Under §§ 11 and 12 of the Code, the tax is laid for each taxable year upon the net income 'of every individual.' The term 'net income' is defined in § 21(a) to mean 'the gross income computed under section 22, less the deductions allowed by section 23.' Section 22(a) contains the familiar broad general definition of 'gross income.' In Helvering v. Eubank, 1940, 311 U.S. 122, 61 S.Ct. 149, 85 L.Ed. 81, the taxpayer, long before the taxable year, had given away by assignment all that he had, that is, a contract right to receive deferred compensation for past services in selling insurance. Yet the income was held taxable to the assignor. Cases like this must rest upon the narrow ground that, under the interpretation which the Supreme Court in Lucas v. Earl, 1930, 281 U.S. 111, 50 S.Ct. 241, 74 L.Ed. 731, put upon the language of § 22(a) that 'gross income' includes 'income derived from salaries, wages, or compensation for personal service * * * of whatever kind and in whatever form paid,' such income is always taxable to the person who earned the compensation for personal service, and the tax cannot be deflected from such earner to another by means of an assignment, whether before or within the taxable year. See Blair v. Commissioner, 1937, 300 U.S. 5, 11, 57 S.Ct. 330, 81 L.Ed. 465.

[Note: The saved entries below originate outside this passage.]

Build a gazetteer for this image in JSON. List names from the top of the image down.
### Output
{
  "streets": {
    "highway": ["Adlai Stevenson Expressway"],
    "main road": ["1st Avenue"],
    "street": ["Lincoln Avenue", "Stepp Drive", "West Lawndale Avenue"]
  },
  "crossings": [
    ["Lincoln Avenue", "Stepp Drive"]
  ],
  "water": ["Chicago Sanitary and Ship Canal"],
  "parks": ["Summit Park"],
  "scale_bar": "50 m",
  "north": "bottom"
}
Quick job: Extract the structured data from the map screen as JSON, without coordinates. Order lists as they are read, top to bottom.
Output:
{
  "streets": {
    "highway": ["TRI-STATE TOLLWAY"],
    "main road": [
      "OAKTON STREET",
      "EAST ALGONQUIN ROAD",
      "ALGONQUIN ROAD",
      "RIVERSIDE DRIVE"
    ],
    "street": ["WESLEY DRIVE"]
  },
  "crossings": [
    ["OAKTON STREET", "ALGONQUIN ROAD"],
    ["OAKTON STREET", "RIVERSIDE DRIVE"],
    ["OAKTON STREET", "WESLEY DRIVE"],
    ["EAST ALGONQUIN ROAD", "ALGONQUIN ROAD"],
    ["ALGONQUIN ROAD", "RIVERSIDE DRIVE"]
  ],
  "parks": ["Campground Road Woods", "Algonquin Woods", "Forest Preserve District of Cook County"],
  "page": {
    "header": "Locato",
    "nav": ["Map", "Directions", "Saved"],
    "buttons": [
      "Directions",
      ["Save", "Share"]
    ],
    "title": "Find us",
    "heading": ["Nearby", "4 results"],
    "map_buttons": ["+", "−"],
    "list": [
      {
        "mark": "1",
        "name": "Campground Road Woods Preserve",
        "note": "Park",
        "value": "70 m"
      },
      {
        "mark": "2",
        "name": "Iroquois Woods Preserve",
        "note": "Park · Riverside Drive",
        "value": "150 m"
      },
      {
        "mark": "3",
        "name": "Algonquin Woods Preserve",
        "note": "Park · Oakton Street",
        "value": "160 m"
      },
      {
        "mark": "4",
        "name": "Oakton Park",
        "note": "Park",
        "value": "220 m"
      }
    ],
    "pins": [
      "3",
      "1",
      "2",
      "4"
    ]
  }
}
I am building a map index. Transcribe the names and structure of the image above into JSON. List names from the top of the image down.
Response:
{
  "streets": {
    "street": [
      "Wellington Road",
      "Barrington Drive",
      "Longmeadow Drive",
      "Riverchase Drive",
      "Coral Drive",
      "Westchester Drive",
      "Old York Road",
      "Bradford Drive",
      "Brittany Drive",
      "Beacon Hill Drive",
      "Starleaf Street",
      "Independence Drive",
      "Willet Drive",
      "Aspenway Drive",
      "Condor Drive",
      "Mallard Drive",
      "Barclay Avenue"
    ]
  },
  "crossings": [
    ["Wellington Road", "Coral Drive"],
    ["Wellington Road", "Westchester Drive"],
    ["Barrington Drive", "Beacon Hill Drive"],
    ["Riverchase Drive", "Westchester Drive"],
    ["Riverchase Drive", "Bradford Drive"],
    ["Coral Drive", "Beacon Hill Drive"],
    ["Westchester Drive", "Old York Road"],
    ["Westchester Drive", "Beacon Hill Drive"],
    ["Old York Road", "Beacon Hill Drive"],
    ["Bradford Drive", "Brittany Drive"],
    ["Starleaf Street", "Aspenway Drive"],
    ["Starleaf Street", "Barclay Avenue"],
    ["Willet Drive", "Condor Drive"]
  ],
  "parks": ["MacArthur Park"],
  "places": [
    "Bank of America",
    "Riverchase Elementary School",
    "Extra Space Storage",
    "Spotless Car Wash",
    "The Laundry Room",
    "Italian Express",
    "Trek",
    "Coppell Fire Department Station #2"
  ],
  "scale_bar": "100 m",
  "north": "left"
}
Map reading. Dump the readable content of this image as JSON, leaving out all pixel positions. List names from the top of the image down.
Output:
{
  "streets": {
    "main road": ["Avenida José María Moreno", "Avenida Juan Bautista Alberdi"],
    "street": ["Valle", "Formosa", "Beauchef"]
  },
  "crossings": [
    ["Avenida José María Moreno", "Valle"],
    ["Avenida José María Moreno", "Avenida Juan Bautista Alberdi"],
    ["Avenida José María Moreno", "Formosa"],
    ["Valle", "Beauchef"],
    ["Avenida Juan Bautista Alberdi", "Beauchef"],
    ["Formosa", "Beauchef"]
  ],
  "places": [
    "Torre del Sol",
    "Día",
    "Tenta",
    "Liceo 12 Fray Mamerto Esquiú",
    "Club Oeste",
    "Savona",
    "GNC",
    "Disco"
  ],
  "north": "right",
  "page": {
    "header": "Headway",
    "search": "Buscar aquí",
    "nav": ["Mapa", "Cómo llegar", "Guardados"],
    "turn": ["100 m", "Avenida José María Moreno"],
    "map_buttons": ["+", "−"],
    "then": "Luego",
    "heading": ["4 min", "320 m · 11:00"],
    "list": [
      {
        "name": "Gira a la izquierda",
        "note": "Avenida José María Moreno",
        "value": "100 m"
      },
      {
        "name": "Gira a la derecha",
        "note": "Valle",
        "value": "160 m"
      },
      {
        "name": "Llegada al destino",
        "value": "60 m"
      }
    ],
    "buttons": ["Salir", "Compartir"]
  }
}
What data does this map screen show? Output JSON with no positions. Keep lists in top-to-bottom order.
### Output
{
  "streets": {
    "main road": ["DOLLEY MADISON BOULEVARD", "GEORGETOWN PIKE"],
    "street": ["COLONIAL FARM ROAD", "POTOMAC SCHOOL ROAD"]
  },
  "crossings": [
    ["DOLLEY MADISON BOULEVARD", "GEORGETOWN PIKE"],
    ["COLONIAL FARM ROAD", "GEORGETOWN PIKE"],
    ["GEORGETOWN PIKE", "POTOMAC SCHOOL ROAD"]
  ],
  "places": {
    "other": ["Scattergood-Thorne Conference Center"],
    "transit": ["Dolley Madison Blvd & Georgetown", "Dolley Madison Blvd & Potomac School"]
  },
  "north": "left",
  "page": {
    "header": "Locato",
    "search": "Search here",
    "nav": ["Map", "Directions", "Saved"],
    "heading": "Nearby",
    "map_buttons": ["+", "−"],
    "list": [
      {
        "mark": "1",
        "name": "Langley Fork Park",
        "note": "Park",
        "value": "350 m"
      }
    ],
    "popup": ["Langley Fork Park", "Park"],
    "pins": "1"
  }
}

The income in the case at bar is admittedly not income 'derived from salaries, wages, or compensation for personal service,' for Reece never was in the employ of Universal Winding Co. Therefore, the holding in Helvering v. Eubank does not apply. In cases of income derived from property, we must accept, in deference to Harrison v. Schaffner, 1941, 312 U.S. 579, 61 S.Ct. 759, 85 L.Ed. 1055, that where the taxpayer retains the 'tree' and purports merely to assign the 'fruits' thereof, the fruits remain thereafter, and not only in the year in which the assignment was made, taxable as income of the assignor, on the metaphorical concept that the assignment fails to minimize the assignor's taxable income because it is a futile attempt to attribute the fruits 'to a different tree from that on which they grew.' Lucas v. Earl, 1930, 281 U.S. 111, 115, 50 S.Ct. 241, 74 L.Ed. 731. In cases like Helvering v. Clifford, 1940, 309 U.S. 331, 60 S.Ct. 554, 557, 84 L.Ed. 788, the question is whether the benefits directly or indirectly retained by the assignor blend imperceptibly 'with the normal concepts of full ownership', so that it is reasonable to conclude that the assignor remains 'in substance' the owner of the corpus-- the 'tree'-- and therefore that the income therefrom may fairly be attributable to the assignor. Helvering v. Horst, 1940, 311 U.S. 112, 61 S.Ct. 144, 85 L.Ed. 75, was easy, for there the taxpayer not only retained ownership of the 'tree,' that is, the negotiable bond, but he also had command of the income therefrom in the very taxable year, and he procured the payment of such income to his favored donee in that year by delivering to the donee as a gift the detached negotiable interest coupon. This case obviously has no bearing on the case at bar.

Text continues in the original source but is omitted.